Stored data entries:

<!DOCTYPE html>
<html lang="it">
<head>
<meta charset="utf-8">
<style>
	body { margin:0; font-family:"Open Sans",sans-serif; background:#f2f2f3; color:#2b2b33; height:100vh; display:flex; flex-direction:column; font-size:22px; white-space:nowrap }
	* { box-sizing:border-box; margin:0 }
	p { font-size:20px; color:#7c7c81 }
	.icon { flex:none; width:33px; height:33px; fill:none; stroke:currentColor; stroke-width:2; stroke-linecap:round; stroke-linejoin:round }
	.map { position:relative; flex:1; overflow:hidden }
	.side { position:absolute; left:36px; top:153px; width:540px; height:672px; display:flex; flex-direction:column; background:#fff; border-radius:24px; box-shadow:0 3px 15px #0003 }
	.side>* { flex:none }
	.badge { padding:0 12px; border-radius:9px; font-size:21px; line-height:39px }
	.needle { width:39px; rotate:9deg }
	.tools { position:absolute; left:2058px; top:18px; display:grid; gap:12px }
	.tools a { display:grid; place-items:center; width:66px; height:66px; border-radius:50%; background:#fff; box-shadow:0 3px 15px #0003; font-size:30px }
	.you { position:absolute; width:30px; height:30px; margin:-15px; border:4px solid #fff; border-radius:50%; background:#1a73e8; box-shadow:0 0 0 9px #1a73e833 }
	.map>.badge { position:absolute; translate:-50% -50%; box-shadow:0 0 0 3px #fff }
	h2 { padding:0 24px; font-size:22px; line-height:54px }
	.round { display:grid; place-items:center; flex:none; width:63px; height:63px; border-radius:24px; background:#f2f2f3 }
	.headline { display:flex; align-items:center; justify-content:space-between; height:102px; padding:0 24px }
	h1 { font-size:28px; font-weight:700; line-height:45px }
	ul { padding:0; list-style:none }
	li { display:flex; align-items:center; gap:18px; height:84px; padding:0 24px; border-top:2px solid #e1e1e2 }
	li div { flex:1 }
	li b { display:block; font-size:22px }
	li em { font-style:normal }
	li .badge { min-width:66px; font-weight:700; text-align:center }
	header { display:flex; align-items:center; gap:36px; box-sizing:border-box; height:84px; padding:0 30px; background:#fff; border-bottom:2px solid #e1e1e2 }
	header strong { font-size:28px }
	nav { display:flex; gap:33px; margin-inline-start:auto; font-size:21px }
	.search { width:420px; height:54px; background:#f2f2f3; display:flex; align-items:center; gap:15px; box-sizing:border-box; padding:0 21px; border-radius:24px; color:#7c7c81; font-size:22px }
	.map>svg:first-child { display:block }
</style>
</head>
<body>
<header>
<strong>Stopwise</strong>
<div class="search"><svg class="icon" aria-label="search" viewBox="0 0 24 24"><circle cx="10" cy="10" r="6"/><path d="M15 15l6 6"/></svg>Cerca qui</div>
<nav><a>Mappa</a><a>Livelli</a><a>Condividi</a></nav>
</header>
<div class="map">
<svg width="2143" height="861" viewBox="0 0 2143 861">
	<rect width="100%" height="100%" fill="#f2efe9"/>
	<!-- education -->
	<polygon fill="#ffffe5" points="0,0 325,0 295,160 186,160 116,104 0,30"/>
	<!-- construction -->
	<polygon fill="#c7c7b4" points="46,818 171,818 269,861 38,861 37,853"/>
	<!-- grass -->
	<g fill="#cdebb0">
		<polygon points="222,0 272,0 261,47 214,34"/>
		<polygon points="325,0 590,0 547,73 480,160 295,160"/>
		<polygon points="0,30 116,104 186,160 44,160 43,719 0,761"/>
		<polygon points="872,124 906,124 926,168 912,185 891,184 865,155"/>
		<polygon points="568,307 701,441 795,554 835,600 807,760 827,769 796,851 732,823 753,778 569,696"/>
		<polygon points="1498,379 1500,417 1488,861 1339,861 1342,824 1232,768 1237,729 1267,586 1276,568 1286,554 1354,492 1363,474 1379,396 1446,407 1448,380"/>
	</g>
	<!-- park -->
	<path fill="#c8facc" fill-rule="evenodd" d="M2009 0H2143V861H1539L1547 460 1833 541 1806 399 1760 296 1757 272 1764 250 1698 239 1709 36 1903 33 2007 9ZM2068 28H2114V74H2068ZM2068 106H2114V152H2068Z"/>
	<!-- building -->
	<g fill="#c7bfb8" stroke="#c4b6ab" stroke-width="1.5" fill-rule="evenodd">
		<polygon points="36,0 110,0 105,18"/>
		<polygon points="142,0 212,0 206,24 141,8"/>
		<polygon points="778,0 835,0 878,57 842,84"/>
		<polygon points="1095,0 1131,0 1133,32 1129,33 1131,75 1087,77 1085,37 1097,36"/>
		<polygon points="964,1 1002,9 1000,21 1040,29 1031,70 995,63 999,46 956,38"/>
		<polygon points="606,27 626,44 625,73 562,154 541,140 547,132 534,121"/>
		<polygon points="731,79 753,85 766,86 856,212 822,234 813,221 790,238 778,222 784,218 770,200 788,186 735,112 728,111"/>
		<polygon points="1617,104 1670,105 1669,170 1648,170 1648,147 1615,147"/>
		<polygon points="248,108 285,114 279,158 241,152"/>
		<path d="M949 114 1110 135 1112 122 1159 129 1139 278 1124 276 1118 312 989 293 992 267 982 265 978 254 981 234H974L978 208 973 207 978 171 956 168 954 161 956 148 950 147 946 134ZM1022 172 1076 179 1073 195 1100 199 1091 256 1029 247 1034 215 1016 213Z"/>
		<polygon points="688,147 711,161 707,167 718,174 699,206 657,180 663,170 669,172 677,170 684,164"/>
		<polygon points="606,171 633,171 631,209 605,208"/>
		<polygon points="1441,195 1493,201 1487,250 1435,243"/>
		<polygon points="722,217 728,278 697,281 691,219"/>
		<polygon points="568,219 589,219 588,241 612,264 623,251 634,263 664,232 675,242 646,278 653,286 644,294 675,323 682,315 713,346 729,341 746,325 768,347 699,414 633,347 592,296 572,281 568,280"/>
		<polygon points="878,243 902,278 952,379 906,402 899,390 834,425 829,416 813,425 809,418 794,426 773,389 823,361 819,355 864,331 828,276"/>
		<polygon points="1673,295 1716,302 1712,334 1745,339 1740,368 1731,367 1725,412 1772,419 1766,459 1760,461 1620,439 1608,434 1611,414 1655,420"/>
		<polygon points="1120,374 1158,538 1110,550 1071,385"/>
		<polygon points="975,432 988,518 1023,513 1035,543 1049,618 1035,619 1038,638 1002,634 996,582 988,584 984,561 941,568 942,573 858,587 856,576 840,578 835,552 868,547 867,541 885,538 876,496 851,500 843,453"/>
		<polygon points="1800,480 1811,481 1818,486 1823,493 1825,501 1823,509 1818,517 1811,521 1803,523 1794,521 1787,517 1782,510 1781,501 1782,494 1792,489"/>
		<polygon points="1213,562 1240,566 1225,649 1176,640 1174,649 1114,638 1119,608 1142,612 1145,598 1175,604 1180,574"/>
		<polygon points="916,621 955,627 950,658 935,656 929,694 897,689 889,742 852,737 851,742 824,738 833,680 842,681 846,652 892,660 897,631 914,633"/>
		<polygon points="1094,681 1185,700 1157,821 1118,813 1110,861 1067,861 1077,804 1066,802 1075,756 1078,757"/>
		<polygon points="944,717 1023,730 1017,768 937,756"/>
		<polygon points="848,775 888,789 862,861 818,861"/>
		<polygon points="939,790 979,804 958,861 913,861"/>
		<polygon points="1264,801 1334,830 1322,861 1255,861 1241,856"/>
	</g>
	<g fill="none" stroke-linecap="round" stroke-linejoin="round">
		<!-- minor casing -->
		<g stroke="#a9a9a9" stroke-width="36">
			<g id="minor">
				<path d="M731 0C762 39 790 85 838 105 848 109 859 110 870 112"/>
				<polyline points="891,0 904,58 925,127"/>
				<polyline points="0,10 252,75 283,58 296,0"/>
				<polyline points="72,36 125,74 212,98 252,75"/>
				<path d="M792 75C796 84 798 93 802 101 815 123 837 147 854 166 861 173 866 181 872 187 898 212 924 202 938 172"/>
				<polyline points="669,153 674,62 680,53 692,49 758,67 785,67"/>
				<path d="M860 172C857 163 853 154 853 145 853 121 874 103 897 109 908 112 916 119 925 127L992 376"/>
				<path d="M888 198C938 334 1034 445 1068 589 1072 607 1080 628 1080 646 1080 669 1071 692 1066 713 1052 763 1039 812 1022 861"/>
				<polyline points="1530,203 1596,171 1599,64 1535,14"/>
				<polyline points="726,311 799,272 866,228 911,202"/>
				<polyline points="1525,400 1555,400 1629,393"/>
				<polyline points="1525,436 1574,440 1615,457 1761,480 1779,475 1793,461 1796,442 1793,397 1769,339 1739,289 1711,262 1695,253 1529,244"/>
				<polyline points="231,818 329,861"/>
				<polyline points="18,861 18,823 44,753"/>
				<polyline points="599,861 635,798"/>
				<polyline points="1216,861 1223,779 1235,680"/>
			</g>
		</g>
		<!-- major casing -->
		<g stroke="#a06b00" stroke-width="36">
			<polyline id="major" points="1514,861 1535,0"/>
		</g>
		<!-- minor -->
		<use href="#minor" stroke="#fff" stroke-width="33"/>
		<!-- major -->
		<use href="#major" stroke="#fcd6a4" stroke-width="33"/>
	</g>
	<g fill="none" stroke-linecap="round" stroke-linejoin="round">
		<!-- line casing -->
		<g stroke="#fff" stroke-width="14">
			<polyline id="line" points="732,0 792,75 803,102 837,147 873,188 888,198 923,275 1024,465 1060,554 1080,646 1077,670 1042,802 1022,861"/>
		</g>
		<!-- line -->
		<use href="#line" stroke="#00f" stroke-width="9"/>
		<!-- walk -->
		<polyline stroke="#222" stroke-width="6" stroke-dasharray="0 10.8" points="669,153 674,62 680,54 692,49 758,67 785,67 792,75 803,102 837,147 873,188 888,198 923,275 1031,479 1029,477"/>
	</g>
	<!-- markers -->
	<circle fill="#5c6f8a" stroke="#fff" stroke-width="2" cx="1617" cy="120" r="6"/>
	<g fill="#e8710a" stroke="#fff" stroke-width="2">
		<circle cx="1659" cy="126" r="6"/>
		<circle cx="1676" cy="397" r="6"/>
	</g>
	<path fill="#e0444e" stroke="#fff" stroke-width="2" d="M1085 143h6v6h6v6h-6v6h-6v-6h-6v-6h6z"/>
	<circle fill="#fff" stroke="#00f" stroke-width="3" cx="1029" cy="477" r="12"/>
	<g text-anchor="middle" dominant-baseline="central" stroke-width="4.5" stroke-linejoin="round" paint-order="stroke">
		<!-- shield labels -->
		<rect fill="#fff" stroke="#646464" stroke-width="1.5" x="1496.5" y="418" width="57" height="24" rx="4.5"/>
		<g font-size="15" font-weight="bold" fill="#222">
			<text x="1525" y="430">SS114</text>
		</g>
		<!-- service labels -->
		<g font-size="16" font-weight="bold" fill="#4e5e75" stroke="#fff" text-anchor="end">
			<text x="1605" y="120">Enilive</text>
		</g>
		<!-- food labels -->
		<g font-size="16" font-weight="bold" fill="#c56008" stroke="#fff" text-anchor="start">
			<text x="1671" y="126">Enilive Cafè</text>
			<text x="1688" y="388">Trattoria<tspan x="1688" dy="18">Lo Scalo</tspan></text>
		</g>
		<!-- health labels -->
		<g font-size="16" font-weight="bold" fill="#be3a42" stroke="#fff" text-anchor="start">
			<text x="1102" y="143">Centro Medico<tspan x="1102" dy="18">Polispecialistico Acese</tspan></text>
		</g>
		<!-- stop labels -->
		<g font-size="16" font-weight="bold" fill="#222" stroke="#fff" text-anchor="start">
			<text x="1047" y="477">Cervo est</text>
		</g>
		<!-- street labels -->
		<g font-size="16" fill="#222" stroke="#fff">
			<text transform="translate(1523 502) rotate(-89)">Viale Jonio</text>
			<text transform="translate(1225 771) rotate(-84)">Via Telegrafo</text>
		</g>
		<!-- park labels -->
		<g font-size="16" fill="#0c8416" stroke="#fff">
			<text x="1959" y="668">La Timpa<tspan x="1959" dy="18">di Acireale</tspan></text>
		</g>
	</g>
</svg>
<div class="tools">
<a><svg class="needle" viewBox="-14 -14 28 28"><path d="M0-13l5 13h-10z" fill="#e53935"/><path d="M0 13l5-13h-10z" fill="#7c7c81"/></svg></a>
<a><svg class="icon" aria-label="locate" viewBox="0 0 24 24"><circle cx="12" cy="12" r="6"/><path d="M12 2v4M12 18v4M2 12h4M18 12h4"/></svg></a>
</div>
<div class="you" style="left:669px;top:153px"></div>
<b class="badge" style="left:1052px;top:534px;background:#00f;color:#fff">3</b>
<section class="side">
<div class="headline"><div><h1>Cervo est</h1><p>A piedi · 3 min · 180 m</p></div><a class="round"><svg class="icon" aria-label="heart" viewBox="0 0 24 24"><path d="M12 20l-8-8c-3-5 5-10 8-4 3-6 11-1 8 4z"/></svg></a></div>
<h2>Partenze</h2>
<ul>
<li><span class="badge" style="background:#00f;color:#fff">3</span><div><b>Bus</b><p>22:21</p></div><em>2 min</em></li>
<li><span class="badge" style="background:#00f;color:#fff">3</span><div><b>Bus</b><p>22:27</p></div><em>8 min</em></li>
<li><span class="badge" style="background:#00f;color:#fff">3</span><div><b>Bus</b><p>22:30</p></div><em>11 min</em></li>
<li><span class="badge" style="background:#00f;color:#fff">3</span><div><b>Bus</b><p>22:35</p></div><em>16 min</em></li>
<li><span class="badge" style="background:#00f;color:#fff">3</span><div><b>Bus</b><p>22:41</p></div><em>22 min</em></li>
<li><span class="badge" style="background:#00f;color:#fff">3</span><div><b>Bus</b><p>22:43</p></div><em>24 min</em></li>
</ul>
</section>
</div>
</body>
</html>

_Work item_
Retype only the lines above between the line with "display:grid; place-items:center; flex:none;" and the line with "font-size:28px; font-weight:700; line-height:45px", counting those two lines as well, and keep every character as it is.

_Answer box_
	.round { display:grid; place-items:center; flex:none; width:63px; height:63px; border-radius:24px; background:#f2f2f3 }
	.headline { display:flex; align-items:center; justify-content:space-between; height:102px; padding:0 24px }
	h1 { font-size:28px; font-weight:700; line-height:45px }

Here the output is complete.